Fig. 1. Distribution of the hospitals of the public health service in the Region of Murcia and their distance by highway from the regional reference hospital.
About 600 patients with acute transmural infarctions are hospitalized in the region every year, according to figures from hospital coronary units in the autonomic community.
Infrastructure. Logistics
The regional reference hospital for hemodynamics and cardiac surgery is the Virgin de la Arrixaca University Hospital, located 7 km from the center of the city of Murcia. It has the only two hemodynamics laboratories that operate in the public healthcare system of Murcia. It is the only hospital with a cardiologist on call 24 h a day at the hospital and a hemodynamics teams that is continuously available. Its hemodynamics laboratory currently performs more than 1300 angioplasties a year and is staffed by 6 hemodynamics specialists who have complied with the requirements of the SEC and AHA/ACC for performing out scheduled and primary angioplasties in AMI.
Except during the workday, when telephone contact with the hemodynamics laboratory is direct, the hospital requesting the AMI intervention contacts the cardiologist on call of the regional reference hospital, who then alerts the hemodynamics team to come to the hospital. Patients are transferred by mobile ICU unit, generally belonging to the 061 emergency service. After the intervention the patient is transferred to the ICU of the reference hospital, unless the hemodynamic or clinical situation (electrical instability, the criterion of the hemodynamics specialist who performs the procedure, etc.) makes it inadvisable.

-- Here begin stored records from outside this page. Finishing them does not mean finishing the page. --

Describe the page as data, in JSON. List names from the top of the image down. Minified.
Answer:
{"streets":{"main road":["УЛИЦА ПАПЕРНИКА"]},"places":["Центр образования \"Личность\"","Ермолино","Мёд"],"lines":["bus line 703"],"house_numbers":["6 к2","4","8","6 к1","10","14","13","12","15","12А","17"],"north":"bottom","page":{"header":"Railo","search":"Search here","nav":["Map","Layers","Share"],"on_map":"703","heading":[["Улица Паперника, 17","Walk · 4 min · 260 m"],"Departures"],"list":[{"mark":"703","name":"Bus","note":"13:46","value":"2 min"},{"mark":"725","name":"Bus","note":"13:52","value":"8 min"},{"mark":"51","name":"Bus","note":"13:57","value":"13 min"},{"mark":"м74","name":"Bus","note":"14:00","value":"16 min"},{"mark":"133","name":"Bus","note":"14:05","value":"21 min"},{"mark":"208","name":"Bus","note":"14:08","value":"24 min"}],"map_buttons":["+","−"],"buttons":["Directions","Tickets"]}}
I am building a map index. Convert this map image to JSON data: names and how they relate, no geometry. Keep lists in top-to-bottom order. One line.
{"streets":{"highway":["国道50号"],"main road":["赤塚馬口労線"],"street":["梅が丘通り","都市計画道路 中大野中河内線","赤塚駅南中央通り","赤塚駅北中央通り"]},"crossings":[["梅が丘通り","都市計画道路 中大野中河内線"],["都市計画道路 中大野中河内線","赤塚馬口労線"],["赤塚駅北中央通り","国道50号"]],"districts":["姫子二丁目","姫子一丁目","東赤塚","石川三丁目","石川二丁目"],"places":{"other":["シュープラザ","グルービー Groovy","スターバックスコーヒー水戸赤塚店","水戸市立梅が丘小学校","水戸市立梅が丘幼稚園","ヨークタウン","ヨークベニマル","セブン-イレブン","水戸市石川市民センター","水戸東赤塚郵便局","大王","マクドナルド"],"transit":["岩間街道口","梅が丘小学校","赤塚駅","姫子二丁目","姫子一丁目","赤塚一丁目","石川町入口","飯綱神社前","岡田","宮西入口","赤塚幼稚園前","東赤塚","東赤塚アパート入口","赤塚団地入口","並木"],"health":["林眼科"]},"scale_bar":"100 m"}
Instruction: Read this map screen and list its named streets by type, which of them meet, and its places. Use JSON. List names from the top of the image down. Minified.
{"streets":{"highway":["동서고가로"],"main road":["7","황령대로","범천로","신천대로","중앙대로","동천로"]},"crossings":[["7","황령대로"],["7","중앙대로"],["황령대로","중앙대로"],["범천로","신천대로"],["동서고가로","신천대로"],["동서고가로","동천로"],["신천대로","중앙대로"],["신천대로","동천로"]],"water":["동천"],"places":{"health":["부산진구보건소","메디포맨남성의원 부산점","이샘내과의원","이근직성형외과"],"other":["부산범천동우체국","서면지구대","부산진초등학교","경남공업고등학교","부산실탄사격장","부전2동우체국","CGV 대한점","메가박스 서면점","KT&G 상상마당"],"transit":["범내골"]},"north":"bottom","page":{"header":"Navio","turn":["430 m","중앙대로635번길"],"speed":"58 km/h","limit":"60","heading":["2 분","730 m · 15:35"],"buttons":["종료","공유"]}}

Design of the AMI angioplasty program
Given the scant tradition of primary angioplasty in the Region of Murcia, the program was designed with phases in which the availability of effective percutaneous AMI interventions would be expanded progressively.
Phase 1
Establishment of primary angioplasty as the treatment of choice for AMI in patients hospitalized in the hospital where the hemodynamics laboratory is located (Virgin de la Arrixaca University Hospital). Date of onset: April 2000.
Phase 2
Establishment of primary angioplasty as the treatment of choice for AMI in patients admitted to the second largest hospital in the city of Murcia (Hospital Morales Meseguer), located 10 km from the reference center. Date of onset: June 2000.
Phase 3
Establishment of primary angioplasty as the treatment of choice for AMI in patients in the city of Murcia. Incorporation of the third hospital of the city of Murcia (Hospital General Universitario).
Phase 4
To facilitate effective access to the rest of hospitals in the region to angioplasty for AMI (primary angioplasty, if indicated, and rescue angioplasty). Except in cases in which thrombolysis and rescue angioplasty are contraindicated, the use of primary angioplasty in each hospital is conditioned by the availability of the means to transfer patients in suitable circumstances within a reasonable time for the procedure to be effective (less than a hour between calling in the hemodynamics team and the patient´s arrival at the reference hospital). Date of onset: for primary angioplasty in patients without an absolute contraindication, this date will be determined by the achievement of adequate transfer conditions.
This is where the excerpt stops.